## WHAT TO DO
Within the data that follows, tally every line containing "stream". Provide only the tally.

(Stored items)
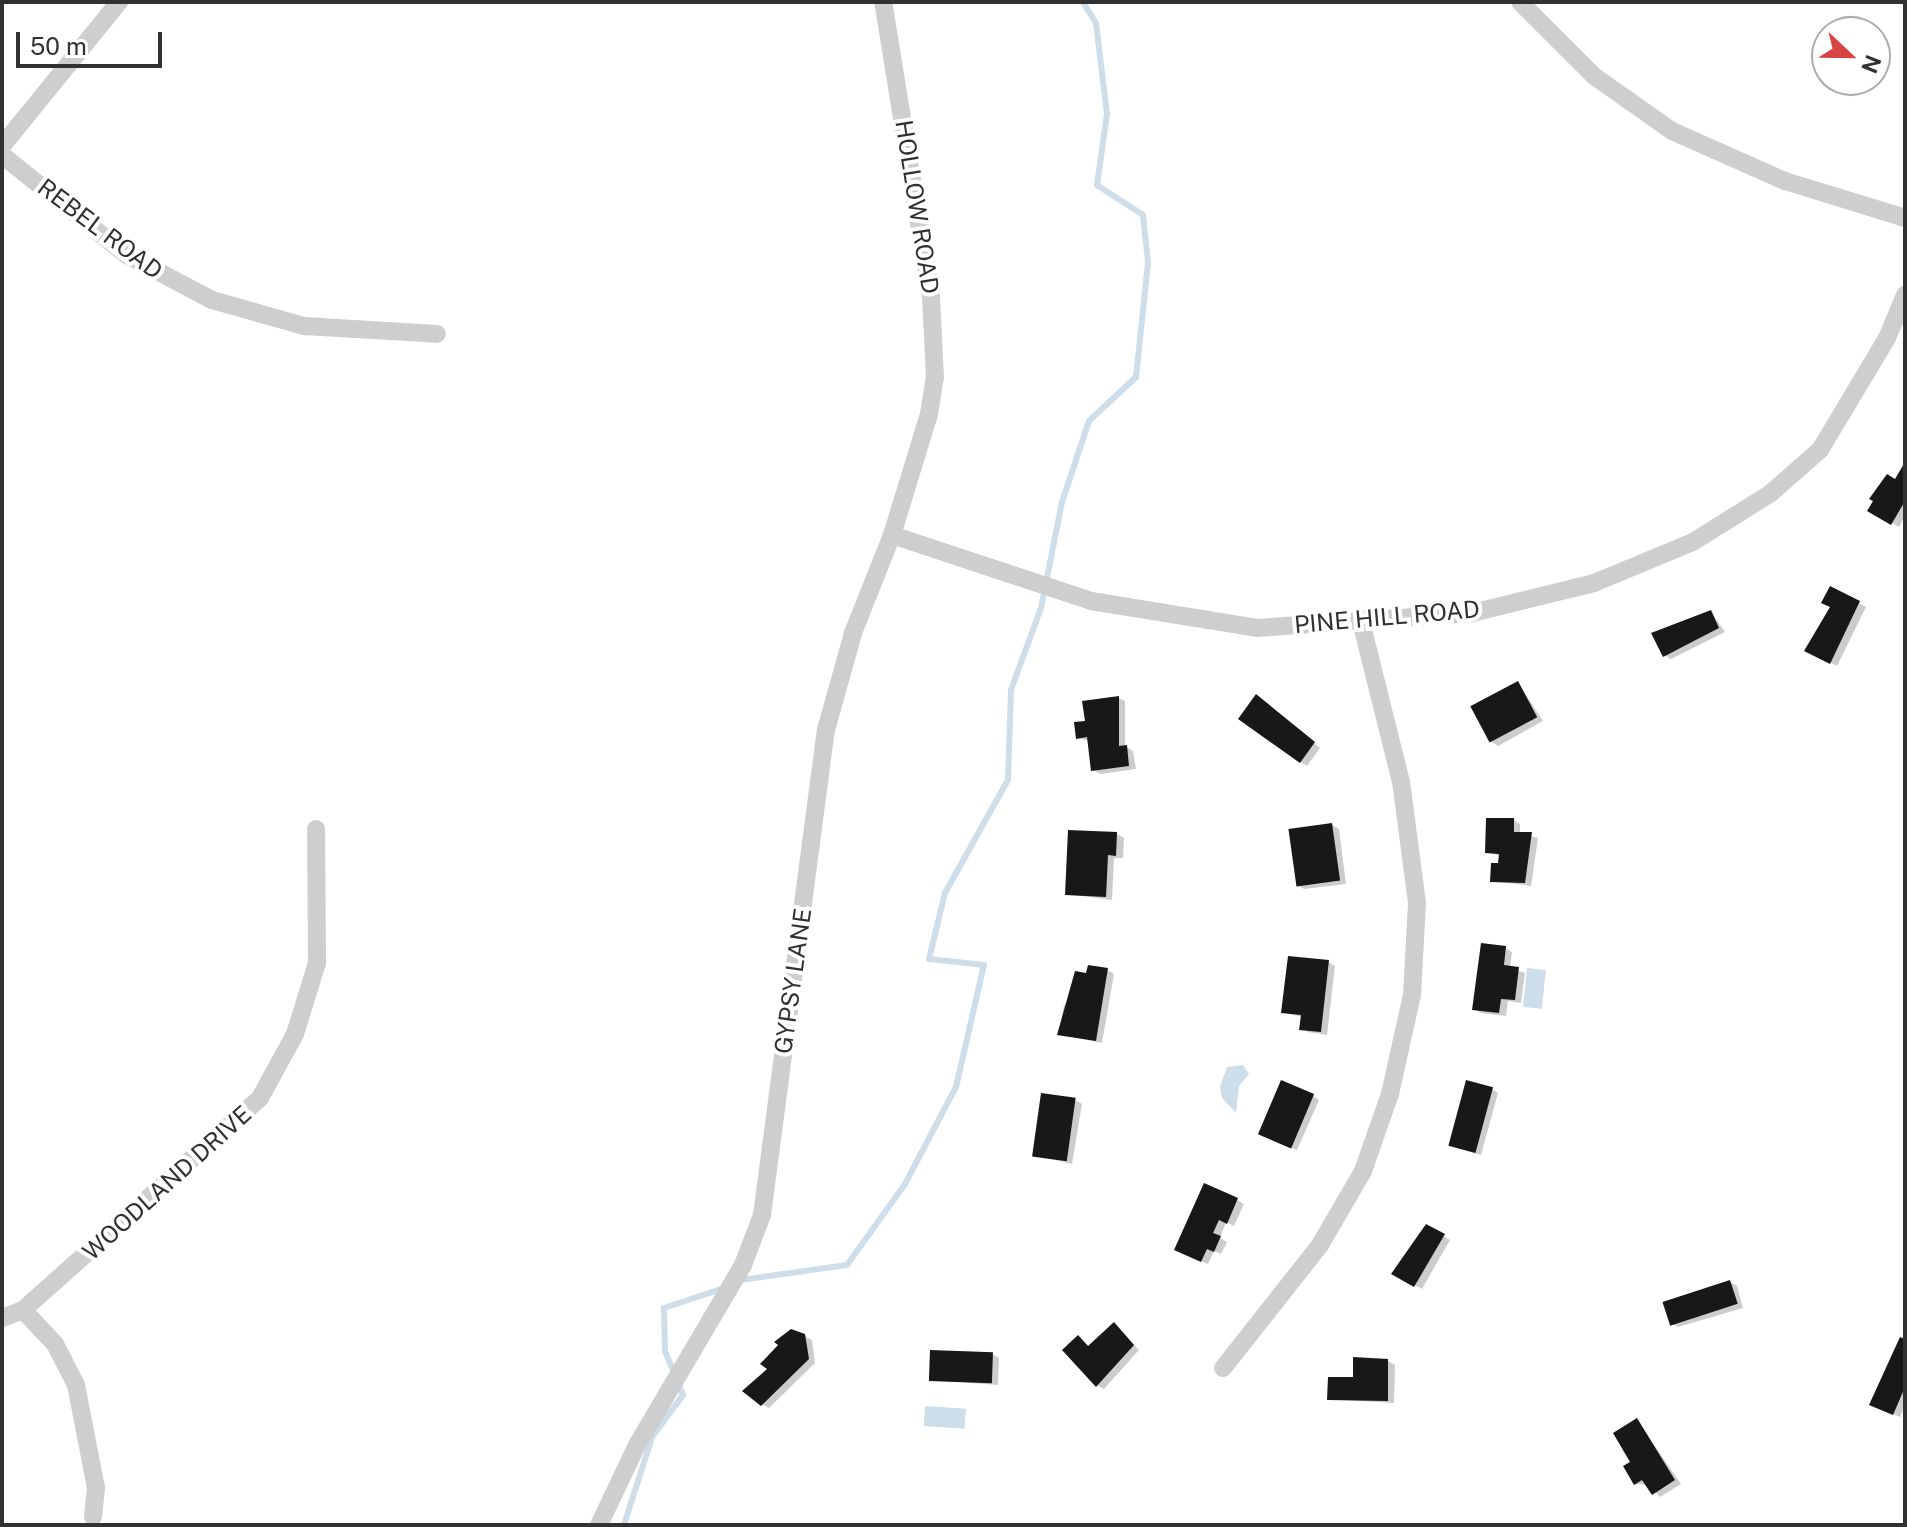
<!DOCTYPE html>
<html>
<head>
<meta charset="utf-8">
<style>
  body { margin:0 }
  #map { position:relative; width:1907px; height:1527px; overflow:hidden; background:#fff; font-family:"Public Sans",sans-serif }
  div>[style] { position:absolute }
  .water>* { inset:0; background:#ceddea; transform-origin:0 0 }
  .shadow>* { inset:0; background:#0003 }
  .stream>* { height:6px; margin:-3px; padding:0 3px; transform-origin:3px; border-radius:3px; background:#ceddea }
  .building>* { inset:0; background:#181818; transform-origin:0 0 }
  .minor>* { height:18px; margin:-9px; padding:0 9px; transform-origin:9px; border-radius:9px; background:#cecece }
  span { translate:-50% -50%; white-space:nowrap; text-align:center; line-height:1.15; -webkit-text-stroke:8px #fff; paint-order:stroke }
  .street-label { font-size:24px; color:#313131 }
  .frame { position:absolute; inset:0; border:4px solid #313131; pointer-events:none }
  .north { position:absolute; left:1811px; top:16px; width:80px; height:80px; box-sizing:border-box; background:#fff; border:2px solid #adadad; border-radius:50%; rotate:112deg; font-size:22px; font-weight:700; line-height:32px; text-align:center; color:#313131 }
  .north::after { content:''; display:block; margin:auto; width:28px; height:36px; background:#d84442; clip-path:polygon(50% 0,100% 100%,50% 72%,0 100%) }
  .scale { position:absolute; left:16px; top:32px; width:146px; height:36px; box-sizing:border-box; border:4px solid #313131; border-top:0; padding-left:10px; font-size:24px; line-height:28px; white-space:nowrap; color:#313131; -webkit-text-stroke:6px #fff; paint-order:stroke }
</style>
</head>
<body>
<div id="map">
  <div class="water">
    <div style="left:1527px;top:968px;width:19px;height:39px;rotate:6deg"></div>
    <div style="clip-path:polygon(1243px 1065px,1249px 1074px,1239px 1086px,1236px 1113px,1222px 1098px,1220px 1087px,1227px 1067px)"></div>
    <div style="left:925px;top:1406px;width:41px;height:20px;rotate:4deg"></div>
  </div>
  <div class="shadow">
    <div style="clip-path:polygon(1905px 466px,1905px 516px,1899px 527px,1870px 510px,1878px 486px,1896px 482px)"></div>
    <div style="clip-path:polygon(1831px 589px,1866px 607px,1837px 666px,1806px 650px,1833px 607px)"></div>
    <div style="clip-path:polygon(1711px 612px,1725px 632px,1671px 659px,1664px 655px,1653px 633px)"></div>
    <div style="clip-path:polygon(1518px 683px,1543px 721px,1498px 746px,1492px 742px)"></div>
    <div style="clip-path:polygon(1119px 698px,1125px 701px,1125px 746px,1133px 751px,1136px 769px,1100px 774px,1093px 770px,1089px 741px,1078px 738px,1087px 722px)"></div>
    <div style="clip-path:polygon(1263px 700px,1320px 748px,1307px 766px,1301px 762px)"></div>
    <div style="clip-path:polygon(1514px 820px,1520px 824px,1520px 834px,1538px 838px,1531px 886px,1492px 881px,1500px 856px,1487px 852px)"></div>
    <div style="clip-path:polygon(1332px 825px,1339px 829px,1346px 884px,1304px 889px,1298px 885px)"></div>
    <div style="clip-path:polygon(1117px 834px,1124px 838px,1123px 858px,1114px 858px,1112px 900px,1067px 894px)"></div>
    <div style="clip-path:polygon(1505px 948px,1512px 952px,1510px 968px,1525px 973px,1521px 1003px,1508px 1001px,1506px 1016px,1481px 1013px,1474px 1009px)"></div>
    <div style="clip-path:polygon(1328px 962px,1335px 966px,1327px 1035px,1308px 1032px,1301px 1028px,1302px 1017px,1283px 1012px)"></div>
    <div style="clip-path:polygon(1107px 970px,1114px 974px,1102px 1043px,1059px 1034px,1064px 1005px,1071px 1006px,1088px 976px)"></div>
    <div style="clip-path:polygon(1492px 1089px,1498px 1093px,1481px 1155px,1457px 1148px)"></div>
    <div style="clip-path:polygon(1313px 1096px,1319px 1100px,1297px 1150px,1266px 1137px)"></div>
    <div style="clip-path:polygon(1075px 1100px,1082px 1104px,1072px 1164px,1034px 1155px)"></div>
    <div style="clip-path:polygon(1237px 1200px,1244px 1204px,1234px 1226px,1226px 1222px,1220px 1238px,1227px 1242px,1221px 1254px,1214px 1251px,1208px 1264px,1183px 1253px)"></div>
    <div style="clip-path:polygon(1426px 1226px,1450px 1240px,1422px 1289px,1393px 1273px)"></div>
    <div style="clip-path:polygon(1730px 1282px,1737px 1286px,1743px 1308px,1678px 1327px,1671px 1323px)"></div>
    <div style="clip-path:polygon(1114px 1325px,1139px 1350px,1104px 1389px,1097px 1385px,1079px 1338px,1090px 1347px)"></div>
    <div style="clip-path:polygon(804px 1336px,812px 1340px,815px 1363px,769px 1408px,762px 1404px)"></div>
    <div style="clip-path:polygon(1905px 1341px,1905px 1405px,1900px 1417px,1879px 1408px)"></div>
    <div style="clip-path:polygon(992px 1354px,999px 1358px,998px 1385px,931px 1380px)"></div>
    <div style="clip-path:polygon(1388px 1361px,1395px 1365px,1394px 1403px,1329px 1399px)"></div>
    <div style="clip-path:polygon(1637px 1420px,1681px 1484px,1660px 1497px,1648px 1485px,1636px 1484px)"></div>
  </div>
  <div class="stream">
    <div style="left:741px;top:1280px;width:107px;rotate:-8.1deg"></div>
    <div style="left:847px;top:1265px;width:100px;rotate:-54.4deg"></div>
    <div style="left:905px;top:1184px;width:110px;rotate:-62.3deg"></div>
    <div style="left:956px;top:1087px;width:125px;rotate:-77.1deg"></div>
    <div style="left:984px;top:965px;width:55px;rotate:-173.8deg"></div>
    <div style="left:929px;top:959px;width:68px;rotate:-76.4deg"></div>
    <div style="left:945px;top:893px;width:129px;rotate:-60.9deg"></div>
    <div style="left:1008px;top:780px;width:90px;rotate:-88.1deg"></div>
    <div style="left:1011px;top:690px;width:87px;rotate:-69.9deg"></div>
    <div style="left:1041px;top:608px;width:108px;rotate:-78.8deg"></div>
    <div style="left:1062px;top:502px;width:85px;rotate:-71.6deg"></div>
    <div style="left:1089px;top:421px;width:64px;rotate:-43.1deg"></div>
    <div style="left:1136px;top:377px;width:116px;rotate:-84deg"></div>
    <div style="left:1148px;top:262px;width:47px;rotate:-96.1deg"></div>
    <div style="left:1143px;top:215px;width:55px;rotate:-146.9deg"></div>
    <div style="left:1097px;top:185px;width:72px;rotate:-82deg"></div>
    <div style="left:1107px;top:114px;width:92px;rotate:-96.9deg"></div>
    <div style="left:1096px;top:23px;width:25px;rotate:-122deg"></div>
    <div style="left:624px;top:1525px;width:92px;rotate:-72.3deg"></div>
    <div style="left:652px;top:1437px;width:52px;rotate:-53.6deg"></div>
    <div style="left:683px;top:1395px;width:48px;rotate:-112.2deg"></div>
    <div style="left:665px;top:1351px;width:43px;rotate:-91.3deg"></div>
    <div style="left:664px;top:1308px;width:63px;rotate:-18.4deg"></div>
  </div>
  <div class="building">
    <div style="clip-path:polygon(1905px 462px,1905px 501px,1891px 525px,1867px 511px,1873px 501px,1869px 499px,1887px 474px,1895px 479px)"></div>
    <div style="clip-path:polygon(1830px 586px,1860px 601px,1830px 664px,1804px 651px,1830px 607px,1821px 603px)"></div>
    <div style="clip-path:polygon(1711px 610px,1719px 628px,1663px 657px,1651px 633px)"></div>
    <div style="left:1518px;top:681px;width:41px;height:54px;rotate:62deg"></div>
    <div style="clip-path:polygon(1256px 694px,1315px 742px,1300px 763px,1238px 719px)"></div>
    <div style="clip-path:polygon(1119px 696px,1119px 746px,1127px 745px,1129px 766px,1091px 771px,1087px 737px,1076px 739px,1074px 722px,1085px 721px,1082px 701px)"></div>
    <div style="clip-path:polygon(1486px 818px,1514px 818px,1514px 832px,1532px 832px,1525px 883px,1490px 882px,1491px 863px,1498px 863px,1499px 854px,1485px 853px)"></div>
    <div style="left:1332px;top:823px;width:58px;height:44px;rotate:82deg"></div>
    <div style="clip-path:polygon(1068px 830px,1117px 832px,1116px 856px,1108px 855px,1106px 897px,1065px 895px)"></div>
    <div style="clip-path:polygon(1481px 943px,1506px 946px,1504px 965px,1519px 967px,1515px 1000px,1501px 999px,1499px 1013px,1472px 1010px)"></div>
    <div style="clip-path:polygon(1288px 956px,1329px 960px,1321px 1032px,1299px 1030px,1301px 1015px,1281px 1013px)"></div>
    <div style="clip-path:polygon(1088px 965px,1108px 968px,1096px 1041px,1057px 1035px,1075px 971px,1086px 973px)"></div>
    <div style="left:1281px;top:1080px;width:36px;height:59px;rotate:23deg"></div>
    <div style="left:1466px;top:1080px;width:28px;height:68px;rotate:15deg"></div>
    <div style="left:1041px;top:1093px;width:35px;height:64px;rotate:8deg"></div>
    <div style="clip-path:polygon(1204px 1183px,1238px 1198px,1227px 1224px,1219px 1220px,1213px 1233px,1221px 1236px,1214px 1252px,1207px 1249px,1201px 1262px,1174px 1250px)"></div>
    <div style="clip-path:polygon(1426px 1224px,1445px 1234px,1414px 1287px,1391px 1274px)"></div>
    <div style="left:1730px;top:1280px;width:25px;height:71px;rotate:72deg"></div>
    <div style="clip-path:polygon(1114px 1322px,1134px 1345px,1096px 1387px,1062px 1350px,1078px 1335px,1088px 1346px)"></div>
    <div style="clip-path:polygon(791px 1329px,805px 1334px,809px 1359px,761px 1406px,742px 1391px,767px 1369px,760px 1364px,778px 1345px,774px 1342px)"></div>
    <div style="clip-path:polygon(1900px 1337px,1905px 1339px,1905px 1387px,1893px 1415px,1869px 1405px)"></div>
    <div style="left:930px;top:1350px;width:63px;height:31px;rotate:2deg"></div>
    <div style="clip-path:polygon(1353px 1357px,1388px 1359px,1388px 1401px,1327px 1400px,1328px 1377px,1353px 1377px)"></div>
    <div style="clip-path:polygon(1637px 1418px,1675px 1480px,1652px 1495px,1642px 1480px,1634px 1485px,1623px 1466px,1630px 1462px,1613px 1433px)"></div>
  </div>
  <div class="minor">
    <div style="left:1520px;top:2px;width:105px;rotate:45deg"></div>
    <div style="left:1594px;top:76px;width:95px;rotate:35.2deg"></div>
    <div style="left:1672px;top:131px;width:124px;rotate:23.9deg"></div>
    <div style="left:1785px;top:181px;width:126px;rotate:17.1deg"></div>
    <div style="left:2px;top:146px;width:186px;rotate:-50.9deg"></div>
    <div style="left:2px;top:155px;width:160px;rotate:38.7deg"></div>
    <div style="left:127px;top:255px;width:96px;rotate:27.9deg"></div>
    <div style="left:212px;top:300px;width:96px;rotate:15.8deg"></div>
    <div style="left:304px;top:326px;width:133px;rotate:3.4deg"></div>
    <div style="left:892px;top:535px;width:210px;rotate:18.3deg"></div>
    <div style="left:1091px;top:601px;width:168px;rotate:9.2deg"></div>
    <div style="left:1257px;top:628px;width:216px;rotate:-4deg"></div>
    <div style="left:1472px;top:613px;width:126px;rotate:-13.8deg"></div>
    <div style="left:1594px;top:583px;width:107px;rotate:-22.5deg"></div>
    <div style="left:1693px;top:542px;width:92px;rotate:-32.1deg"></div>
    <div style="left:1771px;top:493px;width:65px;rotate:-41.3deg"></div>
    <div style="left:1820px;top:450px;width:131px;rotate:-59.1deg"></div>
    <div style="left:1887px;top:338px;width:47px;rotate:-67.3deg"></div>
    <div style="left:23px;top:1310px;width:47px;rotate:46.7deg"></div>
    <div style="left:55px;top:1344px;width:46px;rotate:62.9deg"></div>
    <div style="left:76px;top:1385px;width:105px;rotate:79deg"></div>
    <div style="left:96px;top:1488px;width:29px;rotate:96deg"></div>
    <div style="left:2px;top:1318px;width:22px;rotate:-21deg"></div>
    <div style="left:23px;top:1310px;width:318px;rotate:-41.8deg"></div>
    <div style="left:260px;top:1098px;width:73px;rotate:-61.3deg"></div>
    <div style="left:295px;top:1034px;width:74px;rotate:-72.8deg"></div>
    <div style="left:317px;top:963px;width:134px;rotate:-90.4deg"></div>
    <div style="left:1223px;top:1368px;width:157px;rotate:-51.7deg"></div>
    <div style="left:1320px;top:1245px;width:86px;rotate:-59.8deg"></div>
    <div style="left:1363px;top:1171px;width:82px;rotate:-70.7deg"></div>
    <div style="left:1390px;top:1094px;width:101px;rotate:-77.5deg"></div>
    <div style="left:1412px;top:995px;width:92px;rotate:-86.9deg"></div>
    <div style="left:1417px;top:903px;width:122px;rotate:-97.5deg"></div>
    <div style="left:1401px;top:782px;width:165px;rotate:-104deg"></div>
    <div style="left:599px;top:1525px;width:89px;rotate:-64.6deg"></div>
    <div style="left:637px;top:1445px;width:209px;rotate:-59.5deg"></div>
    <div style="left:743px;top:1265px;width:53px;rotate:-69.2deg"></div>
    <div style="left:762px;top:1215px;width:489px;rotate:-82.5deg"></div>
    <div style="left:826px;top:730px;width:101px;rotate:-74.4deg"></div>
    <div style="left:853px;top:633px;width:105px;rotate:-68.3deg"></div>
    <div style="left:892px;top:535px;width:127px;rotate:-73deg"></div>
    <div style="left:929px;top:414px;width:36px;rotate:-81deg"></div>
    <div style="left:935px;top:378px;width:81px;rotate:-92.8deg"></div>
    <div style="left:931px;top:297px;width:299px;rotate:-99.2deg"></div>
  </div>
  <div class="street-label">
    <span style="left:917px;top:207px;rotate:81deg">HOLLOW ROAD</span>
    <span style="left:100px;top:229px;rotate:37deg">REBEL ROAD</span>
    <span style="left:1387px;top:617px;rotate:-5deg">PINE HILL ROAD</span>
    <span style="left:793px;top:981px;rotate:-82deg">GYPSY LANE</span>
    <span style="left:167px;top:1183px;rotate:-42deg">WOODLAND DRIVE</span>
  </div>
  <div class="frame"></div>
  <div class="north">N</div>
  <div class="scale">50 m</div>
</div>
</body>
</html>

## RESULT BELOW
2